Both alternatives that travel along U.S. 101 would require the train to be trenched underground through the CHP truck scales on the freeway, and adjacent to the South County Airport. The tracks have to be underground near the airport, as a 30-foot-tall aerial structure would carry trains through restricted airspace, according to Parsons Senior Project Manager David Wemmer.
But the HSRA's preferred alignment is still along the east side of the existing Union-Pacific and Caltrain tracks - a route the railroad company steadfastly objects to. Through Morgan Hill, this alignment would require new grade separations to bring major streets over the UP and HST tracks, as well as Monterey Highway, north of town.
At Cochrane Road, the train would continue along the UP tracks along an aerial structure through downtown, until it returned to ground level at Maple Avenue. The route would then swerve to the east or west in Gilroy, depending on where the South County station ends up.
This option would also require relocating Monterey Highway to the east on the north side of Morgan Hill, in order to create room for a bullet train right-of-way up to 60 feet between the UP right-of-way and the road.

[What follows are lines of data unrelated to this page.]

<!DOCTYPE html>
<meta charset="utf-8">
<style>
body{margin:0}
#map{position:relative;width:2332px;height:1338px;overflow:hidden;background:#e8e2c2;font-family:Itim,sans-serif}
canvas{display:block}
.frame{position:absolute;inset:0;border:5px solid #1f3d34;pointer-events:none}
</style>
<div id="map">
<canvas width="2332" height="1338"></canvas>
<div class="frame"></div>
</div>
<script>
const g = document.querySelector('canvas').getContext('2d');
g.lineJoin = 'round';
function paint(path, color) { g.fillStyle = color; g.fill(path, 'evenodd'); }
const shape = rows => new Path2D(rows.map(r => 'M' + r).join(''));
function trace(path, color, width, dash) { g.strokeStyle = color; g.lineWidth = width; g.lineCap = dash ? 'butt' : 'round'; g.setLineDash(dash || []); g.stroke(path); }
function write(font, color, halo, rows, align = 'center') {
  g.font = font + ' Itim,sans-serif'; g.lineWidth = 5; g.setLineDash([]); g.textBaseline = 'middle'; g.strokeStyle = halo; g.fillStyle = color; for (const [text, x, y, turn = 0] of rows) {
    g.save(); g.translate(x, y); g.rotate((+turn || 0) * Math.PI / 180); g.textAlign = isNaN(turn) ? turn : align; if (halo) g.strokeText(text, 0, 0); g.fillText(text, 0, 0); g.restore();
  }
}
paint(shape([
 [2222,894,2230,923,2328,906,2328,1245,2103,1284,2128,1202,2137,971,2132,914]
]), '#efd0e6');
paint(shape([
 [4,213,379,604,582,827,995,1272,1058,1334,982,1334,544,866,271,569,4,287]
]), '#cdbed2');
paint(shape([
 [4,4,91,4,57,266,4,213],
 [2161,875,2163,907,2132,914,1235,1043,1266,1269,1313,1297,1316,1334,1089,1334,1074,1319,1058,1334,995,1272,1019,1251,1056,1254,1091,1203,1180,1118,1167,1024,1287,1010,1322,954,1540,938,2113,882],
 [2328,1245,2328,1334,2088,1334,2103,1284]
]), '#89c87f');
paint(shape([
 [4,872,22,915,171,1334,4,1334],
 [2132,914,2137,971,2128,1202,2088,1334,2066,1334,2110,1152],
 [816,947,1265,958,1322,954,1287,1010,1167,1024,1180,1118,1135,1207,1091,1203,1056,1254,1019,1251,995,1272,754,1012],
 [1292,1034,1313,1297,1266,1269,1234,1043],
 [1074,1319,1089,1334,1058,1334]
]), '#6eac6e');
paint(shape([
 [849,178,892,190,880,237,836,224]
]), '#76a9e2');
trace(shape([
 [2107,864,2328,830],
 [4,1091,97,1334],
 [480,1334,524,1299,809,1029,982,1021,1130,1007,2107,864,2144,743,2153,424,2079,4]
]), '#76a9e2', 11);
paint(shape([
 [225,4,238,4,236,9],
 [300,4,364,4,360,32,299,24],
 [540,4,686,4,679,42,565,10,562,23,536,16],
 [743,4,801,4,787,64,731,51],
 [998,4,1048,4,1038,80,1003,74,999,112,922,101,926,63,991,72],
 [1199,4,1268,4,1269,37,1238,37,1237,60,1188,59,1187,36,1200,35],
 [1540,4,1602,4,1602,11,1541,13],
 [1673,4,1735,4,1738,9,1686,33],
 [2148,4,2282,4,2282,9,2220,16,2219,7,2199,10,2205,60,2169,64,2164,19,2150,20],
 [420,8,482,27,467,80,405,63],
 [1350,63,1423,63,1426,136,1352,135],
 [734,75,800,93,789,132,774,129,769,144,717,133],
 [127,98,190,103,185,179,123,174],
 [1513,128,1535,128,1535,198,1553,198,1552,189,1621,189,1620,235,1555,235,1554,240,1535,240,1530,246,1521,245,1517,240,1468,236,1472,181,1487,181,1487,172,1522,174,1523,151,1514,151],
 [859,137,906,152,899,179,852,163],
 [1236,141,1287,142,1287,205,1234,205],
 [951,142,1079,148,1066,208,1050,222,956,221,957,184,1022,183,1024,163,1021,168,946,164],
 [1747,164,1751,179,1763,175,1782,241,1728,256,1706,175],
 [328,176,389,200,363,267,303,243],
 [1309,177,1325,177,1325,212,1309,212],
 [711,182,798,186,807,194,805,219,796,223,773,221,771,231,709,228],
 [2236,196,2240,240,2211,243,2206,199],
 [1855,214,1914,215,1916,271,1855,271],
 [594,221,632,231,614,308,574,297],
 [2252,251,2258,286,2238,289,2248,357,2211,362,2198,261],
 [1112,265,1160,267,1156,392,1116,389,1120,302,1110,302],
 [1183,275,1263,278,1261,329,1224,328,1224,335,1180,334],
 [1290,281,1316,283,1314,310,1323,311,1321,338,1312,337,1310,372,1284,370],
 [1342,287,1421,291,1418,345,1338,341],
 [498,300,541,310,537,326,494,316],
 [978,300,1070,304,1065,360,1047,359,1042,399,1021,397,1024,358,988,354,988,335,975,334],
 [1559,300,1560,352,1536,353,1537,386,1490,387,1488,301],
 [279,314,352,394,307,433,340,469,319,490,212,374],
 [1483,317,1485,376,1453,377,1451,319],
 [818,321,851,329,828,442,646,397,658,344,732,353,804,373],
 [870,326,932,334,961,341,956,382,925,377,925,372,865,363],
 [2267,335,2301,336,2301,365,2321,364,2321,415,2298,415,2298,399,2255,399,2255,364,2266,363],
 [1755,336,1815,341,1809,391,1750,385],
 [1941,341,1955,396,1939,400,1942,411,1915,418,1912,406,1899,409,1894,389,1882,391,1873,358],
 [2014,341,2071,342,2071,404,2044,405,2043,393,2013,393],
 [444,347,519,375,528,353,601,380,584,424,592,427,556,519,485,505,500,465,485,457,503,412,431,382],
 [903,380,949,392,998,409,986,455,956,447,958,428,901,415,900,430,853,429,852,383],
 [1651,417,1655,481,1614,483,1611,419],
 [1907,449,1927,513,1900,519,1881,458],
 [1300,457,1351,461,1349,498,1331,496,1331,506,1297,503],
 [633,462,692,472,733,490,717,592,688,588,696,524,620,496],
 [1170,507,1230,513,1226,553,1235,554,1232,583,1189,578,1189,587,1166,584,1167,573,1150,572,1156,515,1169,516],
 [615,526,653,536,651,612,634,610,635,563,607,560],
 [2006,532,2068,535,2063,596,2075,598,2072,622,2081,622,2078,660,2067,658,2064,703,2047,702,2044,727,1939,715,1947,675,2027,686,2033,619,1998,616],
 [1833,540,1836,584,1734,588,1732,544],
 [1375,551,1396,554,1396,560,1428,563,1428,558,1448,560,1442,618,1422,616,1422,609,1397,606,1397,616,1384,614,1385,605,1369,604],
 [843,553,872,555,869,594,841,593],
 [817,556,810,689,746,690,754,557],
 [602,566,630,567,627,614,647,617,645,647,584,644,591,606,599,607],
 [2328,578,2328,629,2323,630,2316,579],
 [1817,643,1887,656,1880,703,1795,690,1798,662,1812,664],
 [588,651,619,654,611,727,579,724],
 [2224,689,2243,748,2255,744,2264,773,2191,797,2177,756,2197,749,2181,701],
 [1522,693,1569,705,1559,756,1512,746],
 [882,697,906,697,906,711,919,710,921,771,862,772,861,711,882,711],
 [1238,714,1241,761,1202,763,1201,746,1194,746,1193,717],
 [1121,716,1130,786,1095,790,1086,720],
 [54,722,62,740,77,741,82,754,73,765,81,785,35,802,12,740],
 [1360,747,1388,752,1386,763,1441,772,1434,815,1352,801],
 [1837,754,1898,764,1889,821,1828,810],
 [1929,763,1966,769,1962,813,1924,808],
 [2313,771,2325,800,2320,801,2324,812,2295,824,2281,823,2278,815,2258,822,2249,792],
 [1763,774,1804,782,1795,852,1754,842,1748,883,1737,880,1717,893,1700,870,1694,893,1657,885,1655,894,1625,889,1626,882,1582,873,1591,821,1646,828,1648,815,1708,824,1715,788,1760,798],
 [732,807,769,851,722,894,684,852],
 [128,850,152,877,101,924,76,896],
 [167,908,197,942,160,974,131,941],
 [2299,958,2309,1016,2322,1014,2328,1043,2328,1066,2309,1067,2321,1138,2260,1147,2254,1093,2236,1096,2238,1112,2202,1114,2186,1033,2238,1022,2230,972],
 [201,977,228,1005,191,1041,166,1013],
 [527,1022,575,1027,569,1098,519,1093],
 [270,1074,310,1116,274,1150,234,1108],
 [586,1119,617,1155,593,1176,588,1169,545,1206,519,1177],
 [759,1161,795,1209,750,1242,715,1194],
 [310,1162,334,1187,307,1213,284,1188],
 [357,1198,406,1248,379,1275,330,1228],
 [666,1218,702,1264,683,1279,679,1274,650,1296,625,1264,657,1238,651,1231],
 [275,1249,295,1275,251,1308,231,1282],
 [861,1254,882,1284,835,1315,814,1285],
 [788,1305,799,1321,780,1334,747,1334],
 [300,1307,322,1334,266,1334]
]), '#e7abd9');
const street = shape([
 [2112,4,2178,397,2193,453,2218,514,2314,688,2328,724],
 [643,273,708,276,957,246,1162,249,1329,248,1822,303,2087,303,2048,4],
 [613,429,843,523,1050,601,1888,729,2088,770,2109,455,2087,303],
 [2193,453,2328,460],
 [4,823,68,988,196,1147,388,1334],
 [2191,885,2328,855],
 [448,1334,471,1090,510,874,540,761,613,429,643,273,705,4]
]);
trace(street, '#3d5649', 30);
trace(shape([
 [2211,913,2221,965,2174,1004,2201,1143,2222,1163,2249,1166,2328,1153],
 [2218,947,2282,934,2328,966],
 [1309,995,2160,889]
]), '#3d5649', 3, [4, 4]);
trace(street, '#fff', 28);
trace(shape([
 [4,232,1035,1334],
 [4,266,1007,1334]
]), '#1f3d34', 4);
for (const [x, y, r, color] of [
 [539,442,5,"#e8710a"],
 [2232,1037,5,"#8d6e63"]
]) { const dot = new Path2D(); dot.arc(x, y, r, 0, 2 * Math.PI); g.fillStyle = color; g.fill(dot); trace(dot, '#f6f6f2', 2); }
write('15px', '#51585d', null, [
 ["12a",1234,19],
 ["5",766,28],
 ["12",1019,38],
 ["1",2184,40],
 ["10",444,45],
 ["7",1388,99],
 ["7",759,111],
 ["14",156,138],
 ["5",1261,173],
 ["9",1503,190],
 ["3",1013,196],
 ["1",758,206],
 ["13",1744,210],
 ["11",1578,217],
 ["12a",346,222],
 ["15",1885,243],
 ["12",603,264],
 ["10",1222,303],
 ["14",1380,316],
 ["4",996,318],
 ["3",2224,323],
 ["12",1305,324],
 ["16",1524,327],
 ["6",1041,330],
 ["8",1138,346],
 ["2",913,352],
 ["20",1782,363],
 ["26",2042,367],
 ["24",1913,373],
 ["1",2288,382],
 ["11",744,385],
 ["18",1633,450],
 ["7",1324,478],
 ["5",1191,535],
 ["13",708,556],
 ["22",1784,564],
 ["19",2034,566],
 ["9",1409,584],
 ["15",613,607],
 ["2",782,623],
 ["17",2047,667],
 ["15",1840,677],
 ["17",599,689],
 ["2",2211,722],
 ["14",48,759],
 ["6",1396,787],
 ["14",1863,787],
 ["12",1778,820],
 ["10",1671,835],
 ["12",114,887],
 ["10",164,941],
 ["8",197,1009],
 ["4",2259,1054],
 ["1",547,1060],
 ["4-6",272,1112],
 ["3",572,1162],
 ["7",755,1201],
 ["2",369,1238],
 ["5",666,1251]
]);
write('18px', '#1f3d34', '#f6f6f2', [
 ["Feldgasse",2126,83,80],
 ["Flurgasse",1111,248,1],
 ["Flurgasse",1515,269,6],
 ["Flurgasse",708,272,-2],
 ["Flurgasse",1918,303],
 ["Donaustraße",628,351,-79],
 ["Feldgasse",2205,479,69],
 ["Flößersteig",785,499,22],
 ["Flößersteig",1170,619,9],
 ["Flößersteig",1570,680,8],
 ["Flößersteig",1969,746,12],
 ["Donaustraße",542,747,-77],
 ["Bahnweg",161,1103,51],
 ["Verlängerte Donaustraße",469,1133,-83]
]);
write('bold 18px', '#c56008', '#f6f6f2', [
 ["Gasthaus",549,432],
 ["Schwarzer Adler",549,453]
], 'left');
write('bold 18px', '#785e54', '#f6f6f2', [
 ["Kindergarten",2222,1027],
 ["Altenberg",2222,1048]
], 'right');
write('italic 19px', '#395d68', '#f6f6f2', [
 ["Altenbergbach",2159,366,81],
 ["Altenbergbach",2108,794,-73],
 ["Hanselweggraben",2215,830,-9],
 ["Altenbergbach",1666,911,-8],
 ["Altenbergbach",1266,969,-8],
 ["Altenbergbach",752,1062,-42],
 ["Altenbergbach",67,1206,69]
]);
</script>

Morgan Hill officials have noted that they prefer a track alignment along U.S. 101, as it would not create a new dividing line through the community as a downtown track would.
The California High-Speed Rail Authority board examined possible routes June 3 for the San Jose-to-Merced portion of the project following several months of gathering community input. Now, rail officials plan to gather more input from local residents as they aim to assemble a draft Environmental Impact Report by July 2011.
The most common complaint aired at Thursday's meeting were from rural property owners who live in close proximity to the different alignments and are worried about property values and other impacts - including the possibility that the state will take their properties.
"One of the reasons I moved here was because it was quiet, and now that's going away," said north Gilroy resident Ginna Raahauge.
Supervisor Don Gage, chair of the SCJPAC, said in between public comments that the HSR, which is partially funded by a $10 billion bond approved by voters in 2008, will become necessary as the state's population grows, though questions remain about the total funding for the $45 billion project. Already today, he said, planes leave the San Jose airport every hour to bring passengers to Los Angeles.
"If you don't plan now for the future, then forget it," Gage said Monday. "For moving people (from north to south), you're going to have to do something because otherwise you'll deadlock the state, and you won't be able to do anything (to create) jobs."
He added that the county will become more involved in the HSR process when the draft EIR is completed.
At Thursday's meeting, HSRA spokespeople assured concerned attendees that the environmental study will thoroughly consider their questions, and present more details about the positive and negative impacts of the train.